Medical malpractice lawsuits against OB/GYNs are common. According to the Medscape Malpractice Report 2019, OB/GYN & Women’s Health are one of the top four specialties for lawsuits, along with surgery, urology, and otolaryngology.
Having continuous medical malpractice coverage may not be enough to protect you against all claims. If you switch policies, even if you never practice without insurance, you may end up with uncovered liability exposures. An insurance rider providing tail coverage can protect you from this scenario.
OB/GYN Claims and the Statutes of Limitations
State law will determine the statutes of limitations on medical malpractice claims, and after the deadline has passed, a lawsuit may not be filed.
According to the National Conference of State Legislatures, most states have statutes that cover two or three years, but longer periods are possible under certain circumstances, such as when the patient is a minor, and some states have longer or shorter periods. In California, the deadline for a medical malpractice lawsuit is three years after the injury or one year after discovery, whichever is first, or three years or before age eight for a minor under age six, whichever is longer.
Like other doctors, OB/GYNs may be hit with a lawsuit months or even years after the injury occurs, especially if the injury was not known immediately. If the injury involves a fetus or infant, the delay between the injury and the lawsuit may be especially long.
Occurrence VS Claims-Made Coverage
Medical malpractice coverage can be written on an occurrence or claims-made basis. Which type of policy you have determines which claims will be covered.
With an occurrence policy, injuries are covered if they occur while the policy is in force, regardless of when the lawsuit is filed. With claims-made policies, claims are only covered if the injury occurs and the lawsuit is filed while the policy is in force.
Unintended Consequences of Switching Policies
Let’s say you have a claims-made medical malpractice policy. At some point, you switch to a new insurance policy, possibly because you move or switch jobs.

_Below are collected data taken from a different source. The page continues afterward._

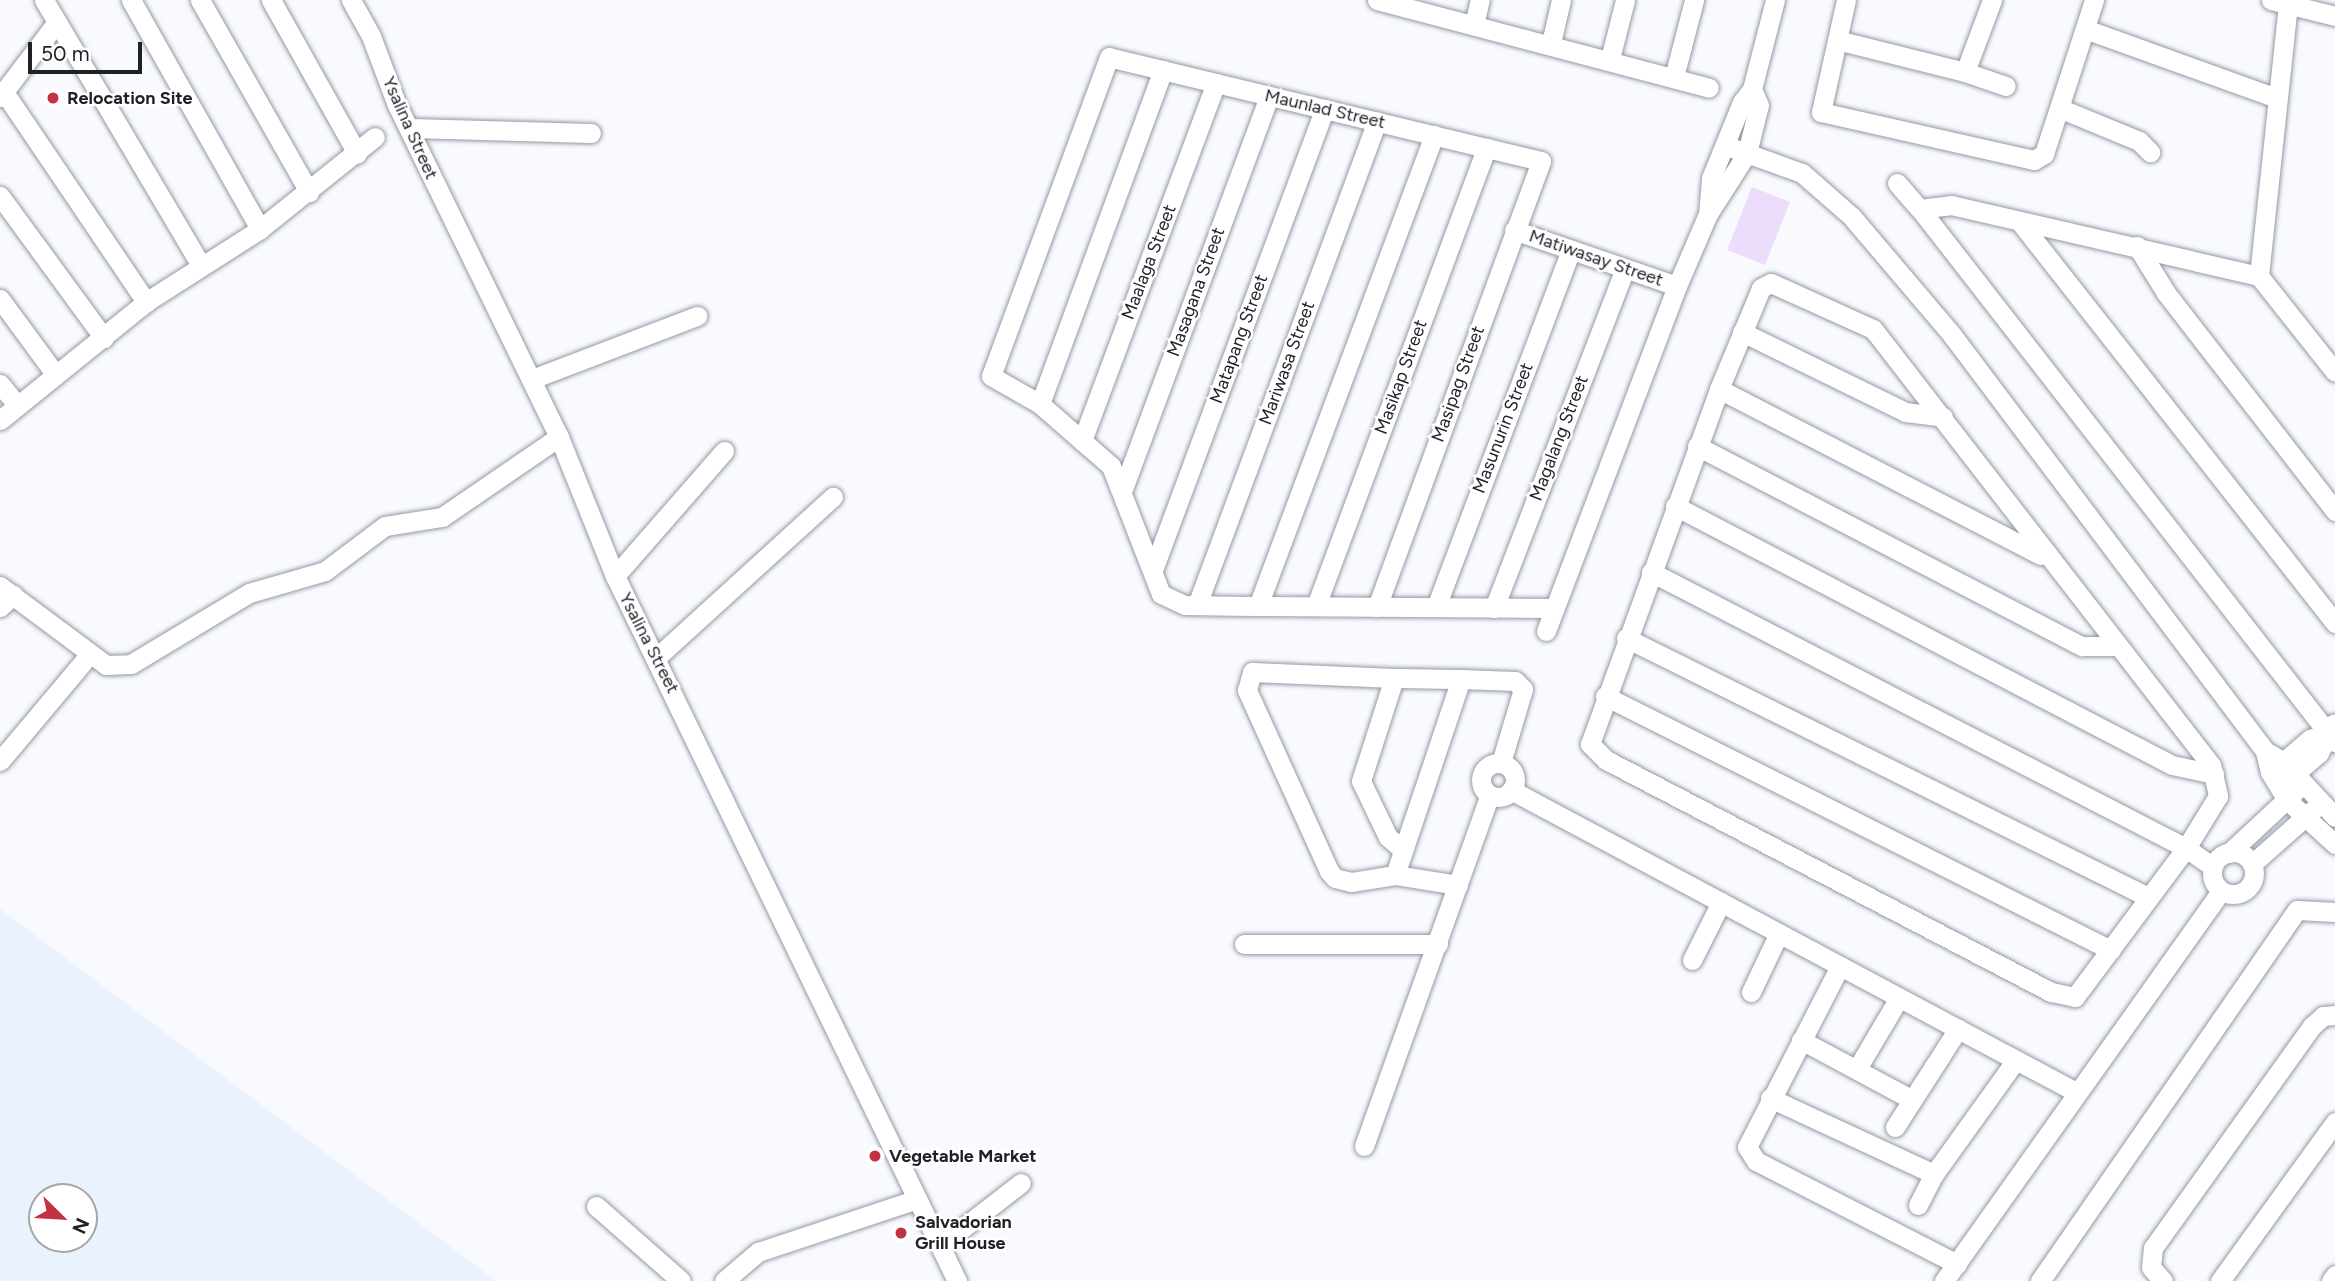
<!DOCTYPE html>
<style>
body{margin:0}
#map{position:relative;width:2335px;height:1281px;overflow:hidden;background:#f9fafd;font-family:Figtree,sans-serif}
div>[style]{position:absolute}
.built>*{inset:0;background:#eaf2fe}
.green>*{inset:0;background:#edddfd}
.roads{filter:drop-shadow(0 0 2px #9299a6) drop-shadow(0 0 2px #9299a6)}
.minor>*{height:19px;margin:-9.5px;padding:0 9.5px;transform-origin:9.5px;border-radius:9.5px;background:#fff}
.minor>.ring{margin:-9.5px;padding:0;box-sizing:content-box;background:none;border:19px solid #fff;border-radius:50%}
.dots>*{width:19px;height:19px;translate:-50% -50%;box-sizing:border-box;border:4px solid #fff;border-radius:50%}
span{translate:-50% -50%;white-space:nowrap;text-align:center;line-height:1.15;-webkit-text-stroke:5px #fff;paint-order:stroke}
.poi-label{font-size:18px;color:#1e2126;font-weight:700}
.left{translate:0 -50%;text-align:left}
.street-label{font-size:18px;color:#1e2126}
.north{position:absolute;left:28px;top:1183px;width:70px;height:70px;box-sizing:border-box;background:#fff;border:2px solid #a5a6a8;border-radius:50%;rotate:114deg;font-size:19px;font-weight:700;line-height:28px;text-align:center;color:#1e2126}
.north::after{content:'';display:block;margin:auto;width:24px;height:32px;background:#c23245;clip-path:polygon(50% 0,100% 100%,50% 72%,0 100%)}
.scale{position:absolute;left:28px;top:42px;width:114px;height:32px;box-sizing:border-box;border:4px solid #1e2126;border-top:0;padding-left:9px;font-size:21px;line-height:24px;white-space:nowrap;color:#1e2126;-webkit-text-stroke:5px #fff;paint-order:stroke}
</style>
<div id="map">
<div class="built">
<div style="clip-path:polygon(evenodd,0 909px,496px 1281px,0 1281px,0 909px,42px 1197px,84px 1197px,84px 1239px,42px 1239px,42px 1197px)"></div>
</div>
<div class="green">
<div style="clip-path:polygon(1752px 187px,1790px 202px,1765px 265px,1727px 250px)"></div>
</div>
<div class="roads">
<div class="minor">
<div style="left:44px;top:0;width:308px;rotate:59.4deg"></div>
<div style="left:131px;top:0;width:263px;rotate:60.6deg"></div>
<div style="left:200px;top:0;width:221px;rotate:60.4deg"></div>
<div style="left:271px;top:0;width:176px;rotate:60.7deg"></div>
<div style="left:351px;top:0;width:41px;rotate:60.9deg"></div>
<div style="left:371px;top:36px;width:74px;rotate:69.4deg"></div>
<div style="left:397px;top:105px;width:369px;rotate:64deg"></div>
<div style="left:559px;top:437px;width:150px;rotate:68.1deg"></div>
<div style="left:615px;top:576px;width:784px;rotate:64.12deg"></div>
<div style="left:1377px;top:0;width:343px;rotate:14.8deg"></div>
<div style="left:1846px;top:0;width:115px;rotate:102.6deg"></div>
<div style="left:1821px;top:112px;width:218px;rotate:12.7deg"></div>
<div style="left:2034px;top:160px;width:12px;rotate:-31deg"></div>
<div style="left:2044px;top:154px;width:162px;rotate:-72deg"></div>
<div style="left:2271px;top:0;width:66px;rotate:14deg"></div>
<div style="left:2288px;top:4px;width:274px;rotate:96.1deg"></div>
<div style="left:2259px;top:276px;width:122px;rotate:51.6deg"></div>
<div style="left:1474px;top:25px;width:26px;rotate:-77deg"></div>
<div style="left:2085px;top:29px;width:204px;rotate:19.8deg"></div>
<div style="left:1837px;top:40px;width:132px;rotate:14deg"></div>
<div style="left:1965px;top:72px;width:77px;rotate:-69.4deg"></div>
<div style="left:1551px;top:43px;width:44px;rotate:-76.9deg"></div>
<div style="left:1610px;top:59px;width:61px;rotate:-75.7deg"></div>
<div style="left:1965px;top:72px;width:43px;rotate:18.9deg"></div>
<div style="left:1674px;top:77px;width:80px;rotate:-75.4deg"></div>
<div style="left:4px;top:92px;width:254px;rotate:55.9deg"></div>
<div style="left:0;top:97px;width:94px;rotate:-52.8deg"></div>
<div style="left:2059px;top:108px;width:87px;rotate:22.4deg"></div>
<div style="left:2139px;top:141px;width:16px;rotate:45deg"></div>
<div style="left:411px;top:128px;width:180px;rotate:1.6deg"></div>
<div style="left:1727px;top:146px;width:80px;rotate:19.8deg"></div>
<div style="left:1802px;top:173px;width:67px;rotate:41.3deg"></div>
<div style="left:1852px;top:217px;width:155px;rotate:49.7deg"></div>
<div style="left:1952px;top:335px;width:521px;rotate:53.04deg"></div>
<div style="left:2265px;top:751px;width:22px;rotate:77deg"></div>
<div style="left:2270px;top:772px;width:33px;rotate:59deg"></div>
<div style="left:2287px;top:800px;width:65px;rotate:42.5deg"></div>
<div style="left:1897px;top:183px;width:35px;rotate:49deg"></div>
<div style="left:0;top:196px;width:176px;rotate:53.8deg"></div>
<div style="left:1708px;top:214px;width:36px;rotate:-85deg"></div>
<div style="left:1711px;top:178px;width:82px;rotate:-67.8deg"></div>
<div style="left:1742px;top:102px;width:16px;rotate:-52deg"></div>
<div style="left:1752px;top:89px;width:92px;rotate:-75.5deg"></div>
<div style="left:2020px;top:222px;width:510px;rotate:51.85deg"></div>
<div style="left:1514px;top:230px;width:172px;rotate:19deg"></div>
<div style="left:2137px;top:246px;width:55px;rotate:58.3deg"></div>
<div style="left:2166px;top:293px;width:276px;rotate:52.2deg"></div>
<div style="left:2259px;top:276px;width:315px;rotate:-167deg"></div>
<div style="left:1952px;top:205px;width:32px;rotate:173deg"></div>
<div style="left:1920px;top:209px;width:676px;rotate:52.1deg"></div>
<div style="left:1771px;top:283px;width:112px;rotate:24.3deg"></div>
<div style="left:1873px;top:329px;width:552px;rotate:52.22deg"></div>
<div style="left:2211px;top:765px;width:32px;rotate:77deg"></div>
<div style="left:2218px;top:796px;width:61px;rotate:121.6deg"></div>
<div style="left:2186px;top:848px;width:186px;rotate:126.7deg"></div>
<div style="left:2075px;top:997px;width:25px;rotate:-168deg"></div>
<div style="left:2051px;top:992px;width:502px;rotate:-152.46deg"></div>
<div style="left:1606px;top:760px;width:23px;rotate:-135deg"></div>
<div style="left:1590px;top:744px;width:378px;rotate:-70deg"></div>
<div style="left:1719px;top:389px;width:109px;rotate:-67.4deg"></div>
<div style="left:1761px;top:288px;width:11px;rotate:-27deg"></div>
<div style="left:0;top:299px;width:93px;rotate:53.7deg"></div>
<div style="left:1742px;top:332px;width:182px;rotate:26.1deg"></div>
<div style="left:1905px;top:412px;width:38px;rotate:7deg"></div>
<div style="left:532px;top:379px;width:177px;rotate:-20.9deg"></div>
<div style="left:0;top:384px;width:27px;rotate:51deg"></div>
<div style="left:1719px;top:389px;width:362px;rotate:27.3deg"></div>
<div style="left:1040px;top:404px;width:356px;rotate:-69.8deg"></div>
<div style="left:0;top:420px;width:188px;rotate:-38.9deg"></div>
<div style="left:146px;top:302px;width:135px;rotate:-32.6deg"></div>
<div style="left:260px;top:229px;width:147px;rotate:-38.7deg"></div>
<div style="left:1082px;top:441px;width:382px;rotate:-69.5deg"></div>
<div style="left:1697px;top:446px;width:434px;rotate:27.5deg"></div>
<div style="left:2082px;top:646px;width:33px"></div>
<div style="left:1123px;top:489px;width:419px;rotate:-69.6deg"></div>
<div style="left:1675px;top:506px;width:560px;rotate:27.53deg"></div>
<div style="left:2172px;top:765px;width:43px;rotate:12.1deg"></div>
<div style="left:1153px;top:570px;width:492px;rotate:-69.6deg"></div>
<div style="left:1651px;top:572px;width:602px;rotate:27.29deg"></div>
<div style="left:2186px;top:848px;width:33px;rotate:35deg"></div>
<div style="left:615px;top:576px;width:166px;rotate:-48.9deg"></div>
<div style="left:0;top:586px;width:132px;rotate:36.7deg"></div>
<div style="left:106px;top:665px;width:25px;rotate:-2deg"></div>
<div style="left:131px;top:664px;width:138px;rotate:-31deg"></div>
<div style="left:249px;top:593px;width:79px;rotate:-16.1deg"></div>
<div style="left:325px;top:571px;width:75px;rotate:-36.9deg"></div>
<div style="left:385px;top:526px;width:58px;rotate:-9deg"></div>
<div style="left:442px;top:517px;width:142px;rotate:-34.4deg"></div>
<div style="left:1197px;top:605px;width:516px;rotate:-69.6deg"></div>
<div style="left:1258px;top:606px;width:503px;rotate:-69.51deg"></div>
<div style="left:1316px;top:606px;width:489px;rotate:-69.6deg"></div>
<div style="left:0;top:607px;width:18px;rotate:-43deg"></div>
<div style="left:1377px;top:607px;width:475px;rotate:-69.8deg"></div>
<div style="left:1541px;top:161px;width:444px;rotate:-166.5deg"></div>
<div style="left:1109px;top:57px;width:340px;rotate:110.3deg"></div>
<div style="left:991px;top:376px;width:56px;rotate:29.7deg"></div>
<div style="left:1040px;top:404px;width:94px;rotate:41.1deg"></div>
<div style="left:1111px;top:466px;width:137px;rotate:68.7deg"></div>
<div style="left:1161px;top:594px;width:26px;rotate:25deg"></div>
<div style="left:1185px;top:605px;width:73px;rotate:0.8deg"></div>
<div style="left:1258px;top:606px;width:296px;rotate:0.4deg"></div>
<div style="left:1436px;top:607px;width:382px;rotate:-69.3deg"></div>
<div style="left:1494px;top:608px;width:364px;rotate:-68.9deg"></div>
<div style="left:1546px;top:631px;width:369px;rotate:-69.2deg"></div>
<div style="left:1677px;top:286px;width:78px;rotate:-66.7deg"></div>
<div style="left:1708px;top:214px;width:72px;rotate:-57.4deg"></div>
<div style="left:1747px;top:153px;width:49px;rotate:-76deg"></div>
<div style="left:1759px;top:105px;width:17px;rotate:-114deg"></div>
<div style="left:1626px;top:638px;width:583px;rotate:26.39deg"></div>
<div style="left:657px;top:657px;width:238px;rotate:-42.3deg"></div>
<div style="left:1394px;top:678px;width:67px;rotate:0.9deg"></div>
<div style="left:1605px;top:696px;width:566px;rotate:26.66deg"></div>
<div style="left:2265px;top:751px;width:22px;rotate:30deg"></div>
<div style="left:2284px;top:762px;width:75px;rotate:47.2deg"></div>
<div style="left:0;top:761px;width:138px;rotate:-50deg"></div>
<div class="ring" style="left:1481px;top:763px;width:15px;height:15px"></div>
<div style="left:2275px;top:769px;width:46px;rotate:-40.6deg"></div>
<div style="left:2310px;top:739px;width:19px;rotate:-18deg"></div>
<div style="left:2284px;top:783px;width:46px;rotate:-40.6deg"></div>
<div style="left:2319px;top:753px;width:33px;rotate:-63deg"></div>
<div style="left:1511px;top:790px;width:641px;rotate:28.13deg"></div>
<div class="ring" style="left:2212px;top:852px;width:23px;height:23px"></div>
<div style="left:2229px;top:853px;width:101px;rotate:-43deg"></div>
<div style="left:2252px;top:864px;width:83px;rotate:-41.6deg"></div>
<div style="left:1395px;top:875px;width:45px;rotate:171deg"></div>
<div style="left:1351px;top:882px;width:16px;rotate:-166deg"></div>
<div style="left:1335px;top:878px;width:9px;rotate:-131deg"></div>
<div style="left:1329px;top:871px;width:199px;rotate:-114.4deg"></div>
<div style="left:1247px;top:690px;width:19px;rotate:-74deg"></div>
<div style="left:1252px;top:672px;width:142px;rotate:2.4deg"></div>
<div style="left:1394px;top:678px;width:108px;rotate:107.8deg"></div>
<div style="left:1361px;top:781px;width:62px;rotate:64.3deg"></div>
<div style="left:1388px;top:837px;width:20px;rotate:41deg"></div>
<div style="left:1458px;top:885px;width:64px;rotate:-171deg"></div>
<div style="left:1395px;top:875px;width:207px;rotate:-71.4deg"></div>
<div style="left:1461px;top:679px;width:54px;rotate:2.1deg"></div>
<div style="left:1515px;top:681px;width:11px;rotate:45deg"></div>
<div style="left:1523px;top:689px;width:77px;rotate:106.6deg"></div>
<div style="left:1244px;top:944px;width:194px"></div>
<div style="left:1692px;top:960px;width:65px;rotate:-63.4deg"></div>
<div style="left:1840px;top:966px;width:203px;rotate:117.2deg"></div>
<div style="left:1747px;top:1147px;width:17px;rotate:57deg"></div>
<div style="left:1756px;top:1161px;width:226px;rotate:27.1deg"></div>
<div style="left:1751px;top:992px;width:65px;rotate:-64.6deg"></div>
<div style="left:1801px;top:1040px;width:125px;rotate:28.2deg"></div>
<div style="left:1858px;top:1067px;width:80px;rotate:-59.3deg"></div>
<div style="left:1770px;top:1098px;width:181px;rotate:24.9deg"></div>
<div style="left:1895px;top:1127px;width:117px;rotate:-57.3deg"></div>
<div style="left:1364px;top:1146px;width:373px;rotate:-70.3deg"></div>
<div style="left:1918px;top:1205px;width:35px;rotate:-63deg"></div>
<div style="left:1934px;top:1174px;width:140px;rotate:-54.3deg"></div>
<div style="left:596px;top:1206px;width:113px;rotate:41.4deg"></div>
<div style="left:941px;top:1245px;width:101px;rotate:-37.8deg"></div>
<div style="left:724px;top:1281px;width:45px;rotate:-40.5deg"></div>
<div style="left:758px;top:1252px;width:168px;rotate:-18.4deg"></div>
<div style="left:1944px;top:1281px;width:478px;rotate:-54.6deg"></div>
<div style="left:2040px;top:1281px;width:451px;rotate:-55.3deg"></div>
<div style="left:2297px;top:910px;width:38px;rotate:3deg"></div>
<div style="left:2163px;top:1281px;width:18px;rotate:-131deg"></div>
<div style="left:2151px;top:1267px;width:19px;rotate:-84deg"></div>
<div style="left:2153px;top:1248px;width:273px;rotate:-54.4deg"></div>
<div style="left:2312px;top:1026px;width:15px;rotate:-42deg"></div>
<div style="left:2323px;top:1016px;width:12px;rotate:-5deg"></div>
<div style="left:2220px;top:1281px;width:196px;rotate:-54.1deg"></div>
<div style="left:2331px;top:1281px;width:7px;rotate:-56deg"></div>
</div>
</div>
<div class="dots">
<div style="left:53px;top:98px;background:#c23245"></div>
<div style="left:875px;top:1156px;background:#c23245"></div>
<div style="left:901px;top:1233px;background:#c23245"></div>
</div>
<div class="poi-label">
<span class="left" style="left:67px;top:98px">Relocation Site</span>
<span class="left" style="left:889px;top:1156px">Vegetable Market</span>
<span class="left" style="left:915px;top:1233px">Salvadorian<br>Grill House</span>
</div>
<div class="street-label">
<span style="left:1325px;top:109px;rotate:13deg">Maunlad Street</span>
<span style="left:410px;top:128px;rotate:66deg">Ysalina Street</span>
<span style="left:1596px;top:258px;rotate:19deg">Matiwasay Street</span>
<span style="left:1149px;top:262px;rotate:-69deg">Maalaga Street</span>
<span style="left:1196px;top:292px;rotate:-70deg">Masagana Street</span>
<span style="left:1239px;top:339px;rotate:-70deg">Matapang Street</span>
<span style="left:1287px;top:363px;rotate:-70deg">Mariwasa Street</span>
<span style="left:1401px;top:377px;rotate:-70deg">Masikap Street</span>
<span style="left:1458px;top:384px;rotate:-70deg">Masipag Street</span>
<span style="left:1503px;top:428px;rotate:-69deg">Masunurin Street</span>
<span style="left:1559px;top:438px;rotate:-69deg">Magalang Street</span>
<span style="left:649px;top:643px;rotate:63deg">Ysalina Street</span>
</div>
<div class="north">N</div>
<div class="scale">50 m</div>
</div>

You never practice without insurance, so you assume you’re covered.
Then you learn about a medical malpractice lawsuit filed against you. It’s regarding an alleged injury that occurred at your old position, under your former claims-made insurance policy – and because that policy is no longer in force, the claim isn’t covered. Now you’re looking at paying the court fees and possibly a large settlement out of pocket.
Protect Yourself with Tail Coverage
The scenario described is not far-fetched, and that means two things. One, you need to watch out for it, and two, there’s a solution for it. Insurance riders can provide tail coverage for medical malpractice lawsuits that are filed after coverage ends but for injuries that occurred while coverage was in force.
According to Today Hospitalist, the previous employer should pay for the tail insurance rider, and it’s important to ask about coverage when signing contracts.
But the most important thing is that you have coverage.
- Make sure you know whether your medical malpractice insurance is a claims-made or occurrence policy.
- If you have claims-made coverage, make sure you’re protected with tail coverage after your policy ends.